Netflix degrades the quality of the video it makes available to AT&T and Verizon, The Wall Street Journal confirmed, but doesn't do the same for T-Mobile and Sprint.
Netflix's concession supports last week's claim by T-Mobile CEO John Legere that Netflix's content is transmitted at a lower resolution over the networks of the two biggest U.S. carriers than over T-Mobile's network.
"Did you know that when you watch Netflix on T-Mobile you get it at 480p?" Legere asked during a video T-Mobile posted last week plugging its Binge On service. "And the duopoly is actually delivering your Netflix content at 360p. I'll bet you didn't know that. Go check; it's true."
Both Verizon and AT&T flatly denied throttling video content over their networks, and AT&T went so far as to say that "our customers on 4G LTE can get much higher resolution than T-Mobile's optimized 480p limit." Netflix failed to respond to multiple inquiries from FierceWireless over the last week regarding its policies for distributing content to mobile network operators.
The nation's two largest mobile carriers said they had no idea of Netflix's throttling practices until the news came to light. "We're outraged to learn that Netflix is apparently throttling video for their AT&T customers without their knowledge or consent," said Jim Ciccione, AT&T's senior vice president of external and legislative affairs, in a prepared statement.
Meanwhile, critics noted the policy appears to contradict Netflix's outspoken support of net neutrality principles. "Netflix fought hard during the open Internet proceeding to ensure that broadband providers could not engage in this same behavior that would benefit the same customers in the same way," Doug Brake of the Internet Technology and Innovation Foundation wrote in a blog post.
The Journal reported that Netflix admitted for the first time to capping its streams at 600 Kbps "to protect consumers from exceeding mobile data caps" that may lead to decreased viewing. The company cited "more consumer-friendly policies" of T-Mobile and Sprint, which slow network speeds rather than charging overage fees when users hit their monthly data allotments.

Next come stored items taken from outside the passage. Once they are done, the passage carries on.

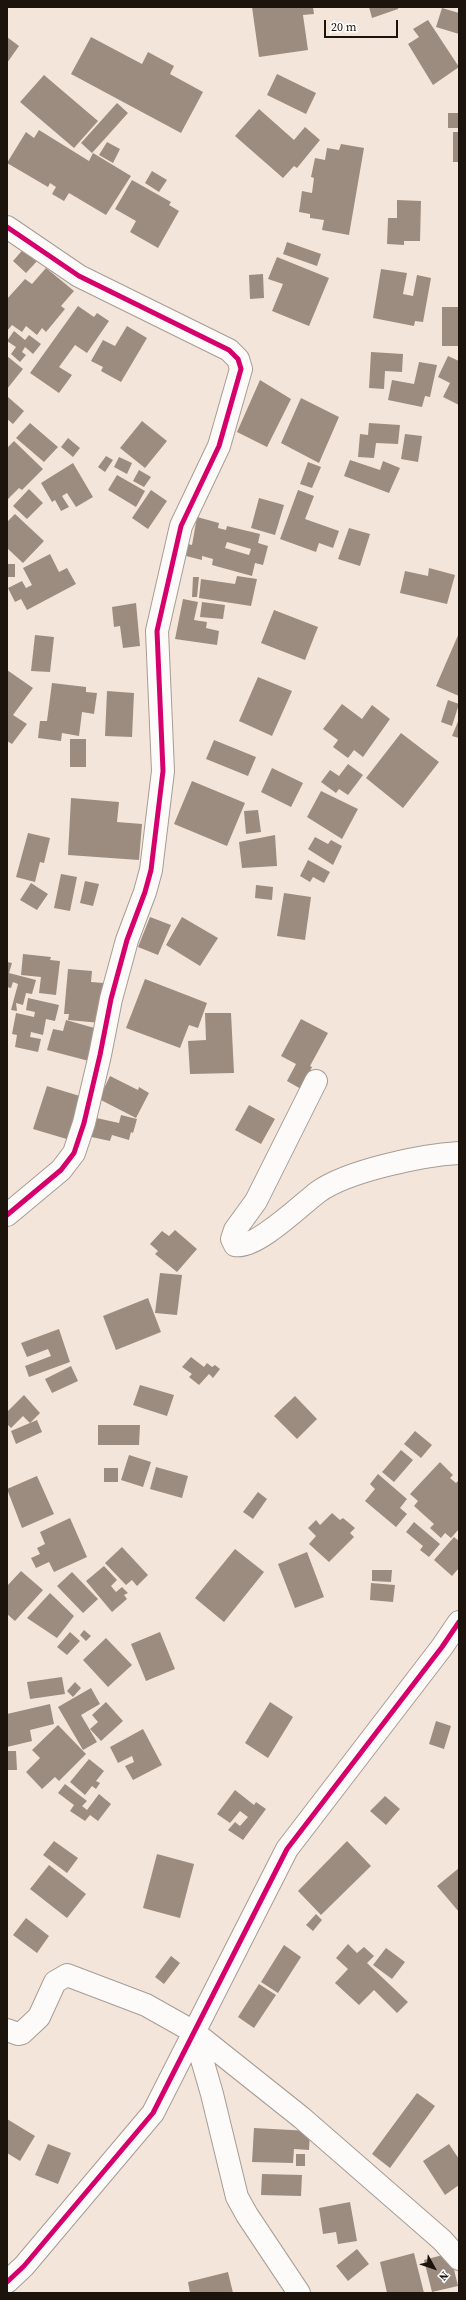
<!DOCTYPE html>
<html>
<head>
<meta charset="utf-8">
<style>
	body { margin:0 }
	#map { position:relative; width:466px; height:2300px; overflow:hidden; background:#f4e5da; font-family:"Source Serif 4",serif }
	canvas { display:block }
	.frame { position:absolute; inset:0; border:8px solid #1c130c; pointer-events:none }
	.north { position:absolute; left:414px; top:2248px; width:40px; height:40px; -webkit-text-stroke:3px #fff; paint-order:stroke; rotate:130deg; font-size:11px; font-weight:700; line-height:16px; text-align:center; color:#1c130c }
	.north::after { content:''; display:block; margin:auto; width:14px; height:18px; background:#1c130c; clip-path:polygon(50% 0,100% 100%,50% 72%,0 100%) }
	.scale { position:absolute; left:324px; top:20px; width:74px; height:18px; box-sizing:border-box; border:2px solid #1c130c; border-top:0; padding-left:5px; font-size:12px; line-height:14px; white-space:nowrap; color:#1c130c; -webkit-text-stroke:3px #fff; paint-order:stroke }
</style>
</head>
<body>
<div id="map">
<canvas width="466" height="2300"></canvas>
<div class="frame"></div>
<div class="north">N</div>
<div class="scale">20 m</div>
</div>
<script>
const ctx = document.querySelector('canvas').getContext('2d');
ctx.lineJoin = 'round';
function fill(path, color) { ctx.fillStyle = color; ctx.fill(path, 'evenodd'); }
function strokePath(path, color, width, dash) { ctx.strokeStyle = color; ctx.lineWidth = width; ctx.lineCap = dash ? 'butt' : 'round'; ctx.setLineDash(dash || []); ctx.stroke(path); }
fill(new Path2D(`
	M252,7h61l1,7 -11,1 5,35 -49,7z
	M369,7h29v2l-26,9z
	M442,8l17,5v21l-23,-7z
	M428,20l31,47 -26,18 -25,-41 11,-7 -6,-8z
	M7,37l12,9 -12,17z
	M91,37l51,27 6,-12 26,14 -4,8 33,18 -22,41 -110,-59z
	M277,74l39,19 -10,21 -39,-19z
	M44,75l54,46 -24,27 -54,-46z
	M117,103l11,10 -36,40 -11,-10z
	M259,109l35,31 11,-13 15,13 -23,28 -3,-2 -11,12 -48,-42z
	M448,113h11v15h-11z
	M39,130l50,31 4,-8 38,23 -25,39 -37,-22 -5,8 -12,-7 4,-7 -6,-4 -2,4 -41,-24 19,-31 8,6z
	M453,132h6v30h-6z
	M107,142l13,7 -7,14 -14,-8z
	M341,144l23,4 -15,87 -27,-5 2,-10 -14,-2v-4l-11,-2 3,-21 10,2 2,-15 -3,-1 4,-19 10,2 2,-12 12,2z
	M152,171l15,9 -8,12 -14,-9z
	M132,180l39,22 -2,3 10,6 -21,37 -28,-16 6,-11 -21,-12z
	M397,200l24,1 -1,40h-16v4l-17,-1 1,-26h9z
	M287,242l34,12 -4,12 -34,-12z
	M26,246l13,13 -13,14 -13,-12z
	M277,257l52,21 -20,48 -37,-15 11,-27 -15,-5z
	M46,268l28,23 -13,15 4,3 -19,23 -4,-4 -5,7 -11,-9 -4,6 -10,-7 -5,6v-32l18,-20 7,5z
	M381,269l26,4 -4,21 10,2 4,-21 14,3 -8,44 -8,-1 -1,5 -41,-8z
	M263,274l1,24 -14,1 -1,-24z
	M78,306l16,11 3,-4 12,8 -22,32 -12,-8 -16,22 13,8 -13,18 -29,-20z
	M442,307h17v39h-17z
	M127,326l20,12 -26,44 -20,-11 2,-4 -12,-6 12,-21 12,6z
	M14,331l11,9 4,-5 12,9 -8,10 -8,-7 -3,5 4,3 -6,7 -9,-8 5,-7 -9,-6z
	M371,352l32,2 -1,18 -17,-1 -1,18 -15,-1z
	M7,356l16,13 -16,20z
	M448,356l11,5v44l-16,-8 7,-14 -12,-6z
	M419,362l18,3 -7,32 -5,-1 -3,11 -34,-7 4,-20 22,4z
	M260,380l31,19 -24,48 -30,-15z
	M8,397l16,14 -11,13 -6,-5z
	M301,398l38,19 -20,46 -38,-20z
	M142,421l25,20 -22,27 -25,-20z
	M30,423l28,24 -14,15 -28,-24z
	M369,423l31,2 -2,19 -22,-1 -2,15 -16,-1 2,-23 8,1z
	M405,434l17,2 -4,26 -17,-3z
	M68,438l12,10 -7,9 -12,-10z
	M14,441l29,28 -21,21 -3,-2 -12,12v-52z
	M106,456l7,4 -8,12 -7,-5z
	M119,457l13,6 -5,11 -13,-7z
	M350,460l30,10 3,-9 17,7 -11,25 -45,-17z
	M308,462l13,5 -9,21 -12,-4z
	M73,463l20,34 -17,10 -9,-14 -5,3 7,11 -8,4 -6,-11 -3,2 -11,-19z
	M139,470l12,7 -7,10 -11,-6z
	M117,475l28,16 -9,16 -28,-17z
	M29,489l14,14 -16,16 -14,-13z
	M151,490l16,11 -19,28 -16,-11z
	M298,490l16,6 -9,23 34,12 -6,17 -14,-5 -3,9 -36,-13z
	M259,498l25,7 -9,30 -24,-7z
	M15,514l29,27 -21,22 -16,-15v-26z
	M197,517l22,6 -1,5 8,2 1,-4 33,8 -2,9 10,3 -5,19 -8,-2 -3,13 -40,-11 1,-6 -11,-3v4l-16,-4 2,-12 4,1zM227,542l24,7 -2,6 -24,-7z
	M349,528l21,6 -10,32 -22,-7z
	M50,554l9,18 8,-4 9,16 -49,26 -6,-11 -6,3 -7,-14 14,-7 4,7 6,-3 -9,-17z
	M7,564h8v13h-8z
	M429,568l26,7 -8,29 -47,-11 5,-22 23,5z
	M237,576l20,3 -6,27 -52,-8 2,-19 34,5z
	M193,577h6l-2,20h-5z
	M183,599l15,3 -4,18 13,2 -1,6 13,3 -2,14 -42,-6z
	M202,602l23,3 -2,14 -23,-2z
	M136,603l4,43 -17,2 -3,-22 -6,1 -2,-20z
	M274,610l44,17 -13,33 -44,-17z
	M459,633v63l-23,-10z
	M35,635l19,2 -4,35 -19,-1z
	M7,670l26,18 -20,27 14,9 -15,20 -5,-3z
	M258,677l34,14 -20,45 -33,-15z
	M52,683l34,4v5l11,1 -3,21 -12,-2 -3,24 -17,-3 -1,8 -23,-3 2,-17h7z
	M107,691l27,2 -2,44 -27,-1z
	M448,700l11,4 -7,22 -11,-4z
	M342,704l20,15 10,-14 18,14 -27,38 -9,-7 -6,8 -15,-11 5,-7 -15,-11z
	M459,719v19l-7,-2z
	M401,733l38,29 -36,46 -37,-30z
	M70,739h16v28h-16z
	M214,740l42,17 -8,19 -42,-17z
	M348,764l15,11 -15,20 -9,-6 -3,4 -15,-11 9,-12 9,6z
	M272,768l31,15 -12,24 -30,-15z
	M192,781l53,22 -18,43 -53,-22z
	M321,791l37,18 -16,30 -35,-22z
	M71,798l48,4 -2,20 25,2 -3,36 -71,-5z
	M258,810l3,22 -15,2 -2,-23z
	M28,833l22,5 -6,25 -4,-1 -5,20 -19,-5z
	M275,835l2,31 -35,2 -3,-26z
	M315,837l13,7 3,-4 11,6 -9,19 -25,-16z
	M308,860l22,12 -6,11 -11,-6 -3,5 -10,-6z
	M61,874l16,3 -7,34 -16,-3z
	M85,881l14,3 -6,22 -13,-3z
	M31,883l17,11 -11,16 -17,-10z
	M256,885l17,2 -1,13 -17,-2z
	M284,893l27,4 -6,43 -28,-4z
	M150,917l21,8 -13,30 -20,-8z
	M182,917l36,21 -18,28 -34,-21z
	M23,954l28,3 -1,3 10,1 -4,34 -17,-2 2,-16 -20,-2z
	M7,962l5,1 -3,10 27,7 -4,14 -6,-1 -3,12 -7,-2 1,8 -6,-1 7,-26 -5,-2 -2,6 -4,-1z
	M68,969l24,2 -1,11 13,1 -3,40 -33,-3 1,-6h-5z
	M145,979l62,24 -9,25 -9,-3 -9,23 -54,-20z
	M28,998l31,7 -4,16 -9,-2 -3,16 -12,-3 -1,5 11,2 -3,13 -23,-5 2,-12 -5,-1 4,-21 18,4 1,-5 -9,-2z
	M205,1013h26l3,60 -44,1 -2,-33 18,-1z
	M301,1019l27,14 -18,33 2,1 -11,22 -14,-8 9,-17 -15,-8z
	M66,1020l32,9 -9,32 -42,-11 6,-21 10,2z
	M110,1076l28,14 1,-3 10,6 -13,25 -37,-19z
	M47,1086l36,11 -13,43 -37,-11z
	M249,1105l26,14 -14,25 -26,-14z
	M121,1115l16,4 -4,14 -2,-1 -2,8 -17,-5 -2,6 -23,-5 5,-19 27,6z
	M175,1230l22,19 -20,23 -22,-18 3,-3 -8,-7 12,-13 7,5z
	M160,1273l22,2 -5,40 -22,-2z
	M148,1298l13,34 -45,18 -13,-34z
	M59,1329l11,33 -41,15 -4,-11 26,-10 -3,-7 -21,8 -6,-14z
	M191,1357l13,10 3,-4 5,4 3,-2 5,4 -7,9 -4,-4 -10,11 -10,-8 3,-3 -10,-7z
	M71,1366l7,15 -26,12 -7,-14z
	M140,1385l34,10 -7,21 -34,-11z
	M24,1395l16,18 -10,10 -7,-7 -12,12 -4,-4v-12z
	M295,1396l22,23 -20,20 -23,-23z
	M37,1420l5,12 -26,12 -5,-13z
	M98,1425h42l-1,20h-41z
	M415,1431l17,14 -11,13 -17,-14z
	M401,1450l12,10 -19,22 -12,-10z
	M129,1455l22,7 -8,25 -22,-7z
	M440,1462l13,13 -3,3 6,5 3,-3v49l-8,9 -6,-5 -4,5 -11,-10 4,-4 -20,-18 4,-5 -8,-7z
	M156,1467l32,9 -6,22 -32,-9z
	M104,1468h14v14h-14z
	M378,1474l29,25 -7,9 7,6 -11,13 -31,-26 10,-12 -5,-5z
	M37,1476l17,38 -32,14 -15,-39z
	M258,1492l9,7 -14,20 -10,-7z
	M332,1513l8,7 3,-2 12,10 -5,5 4,4 -25,25 -20,-18 7,-8 -8,-8 8,-8 4,5z
	M70,1518l17,39 -33,15 -5,-10 -13,6 -5,-10 9,-4 -3,-6 8,-4 -5,-12z
	M414,1522l26,22 -11,13 -9,-7 3,-4 -17,-14z
	M454,1537l5,4v27l-7,8 -18,-16z
	M122,1547l26,28 -11,11 -5,-6 -6,5 -21,-22z
	M235,1549l29,23 -40,50 -29,-24z
	M307,1552l17,45 -29,11 -17,-44z
	M104,1566l13,14 -6,6 5,6 6,-5 6,6 -4,2 3,4 -15,13 -26,-31z
	M372,1570h20l-1,12 -19,-1z
	M21,1571l22,19 -28,31 -8,-7v-28z
	M72,1572l26,27 -15,14 -26,-27z
	M371,1583l24,2 -2,17 -23,-2z
	M50,1593l24,23 -17,22 -30,-20z
	M84,1630l7,6 -5,5 -6,-6z
	M70,1632l10,9 -13,14 -10,-8z
	M160,1632l15,37 -29,12 -15,-37z
	M106,1638l26,27 -24,22 -25,-27z
	M62,1677l3,17 -35,5 -3,-17z
	M75,1682l6,6 -8,9 -6,-6z
	M91,1688l9,16 -19,11 16,27 -14,8 -25,-43z
	M106,1702l17,19 -22,20 -11,-12 8,-7 -6,-7z
	M270,1702l23,15 -25,41 -23,-15z
	M50,1704l4,20 -24,6 2,11 -25,6v-33z
	M436,1721l15,5 -7,23 -15,-5z
	M58,1725l28,29 -27,27 -4,-4 -13,12 -16,-17 14,-14 -8,-8z
	M143,1729l19,36 -29,15 -8,-14 9,-4 -2,-6 -14,7 -8,-16z
	M7,1751h9l1,19h-10z
	M89,1759l15,12 -8,10 4,2 -4,6 -4,-3 -7,9 -15,-13z
	M65,1784l22,17 -5,5 5,4 12,-16 12,10 -13,17 -8,-6 -5,6 -15,-10 4,-6 -16,-12z
	M235,1790l19,15 2,-3 10,7 -23,31 -15,-10 7,-8 5,4 8,-9 -8,-6 -10,12 -13,-9z
	M385,1796l15,13 -14,16 -16,-14z
	M54,1841l24,17 -11,15 -24,-18z
	M347,1841l24,25 -50,49 -23,-24z
	M157,1854l37,10 -14,54 -37,-10z
	M49,1865l37,29 -19,24 -37,-29z
	M459,1868v44l-22,-26z
	M316,1914l6,6 -9,11 -7,-6z
	M26,1918l23,18 -12,17 -24,-18z
	M348,1944l9,9 7,-6 10,9 -7,7 41,39 -11,11 -23,-23 -15,15 -24,-22 13,-14 -12,-11z
	M284,1945l17,12 -23,36 -17,-11z
	M386,1948l19,14 -13,17 -19,-14z
	M171,1956l9,7 -16,21 -9,-7z
	M259,1984l17,11 -22,33 -16,-11z
	M417,2093l18,13 -45,62 -18,-14z
	M7,2119l28,17 -15,25 -13,-8z
	M254,2128l56,3 -1,19 -15,-1 -1,14 -41,-1z
	M48,2144l23,9 -13,31 -23,-9z
	M449,2144l10,15v26l-14,10 -22,-34z
	M296,2154h9v12h-9z
	M262,2174l40,1 -1,21 -40,-1z
	M350,2202l7,39 -19,3 -2,-12 -13,2 -4,-26z
	M357,2249l12,15 -21,17 -12,-15z
	M414,2253l10,40h-37l-7,-31z
	M450,2253l8,33 -26,6 -8,-32z
	M228,2272l5,21h-43l-2,-11z`), '#9c8c7f');
const minor = new Path2D(`
	M7,227l72,49 150,74 9,9 3,10 -22,77 -38,80 -24,105 6,140 -12,99 -6,22 -18,48 -16,59 -11,56 -16,68 -10,30 -13,17 -54,45
	M316,1081l-60,120 -21,29 -3,9 3,6c20,5 66,-40 83,-53 29,-21 104,-37 141,-39
	M7,2030l11,4 4,-1 17,-16 16,-35 12,-7 79,30 48,27 108,86 140,122 17,19
	M194,2032l18,62 25,103 10,18 52,78
	M7,2282l17,-16 129,-153 134,-264 155,-202 17,-25`);
strokePath(minor, '#a79c94', 24);
strokePath(minor, '#fdfbf9', 22);
strokePath(new Path2D(`
	M7,227l72,49 150,74 9,9 3,10 -22,77 -38,80 -24,105 6,140 -12,99 -6,22 -18,48 -16,59 -11,56 -16,68 -10,30 -13,17 -54,45
	M7,2282l17,-16 129,-153 134,-264 155,-202 17,-25`), '#d6006c', 5);
</script>
</body>
</html>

Netflix also said in a blog post that it plans to introduce a "data saver feature" in May to help users watch mobile video while minimizing their data consumption.
And while Legere's comments raised speculation that perhaps Verizon and AT&T requested lower-quality content from Netflix to ease the payload on their networks, both carriers denied those claims as well. "Verizon does not request any manipulation of content by the host service; a Verizon customer on-the-go gets the content at the resolution provided by the host service," a Verizon representative told FierceWireless Thursday.
Netflix's disclosure raises some complicated questions for the mobile industry as video consumption continues to ramp up, further congesting wireless networks. Carriers that charge overages when users blow past data limits may increasingly find they receive lower-quality content than competitors that merely throttle network speeds.
But it also highlights the fine line both carriers and content providers must walk when trying to deliver quality content while minimizing data payloads. There appears to be very little customer backlash from T-Mobile's Binge On, for instance, despite the fact that the carrier openly admits to "optimizing" – or degrading – the video quality for users of its service. Similarly, few – if any – users have balked at the inferior quality of Netflix's content over the networks of Verizon and T-Mobile. As data traffic continues to weigh down mobile networks, expect both operators and content providers to experiment with just how far they can go to minimize the data footprint.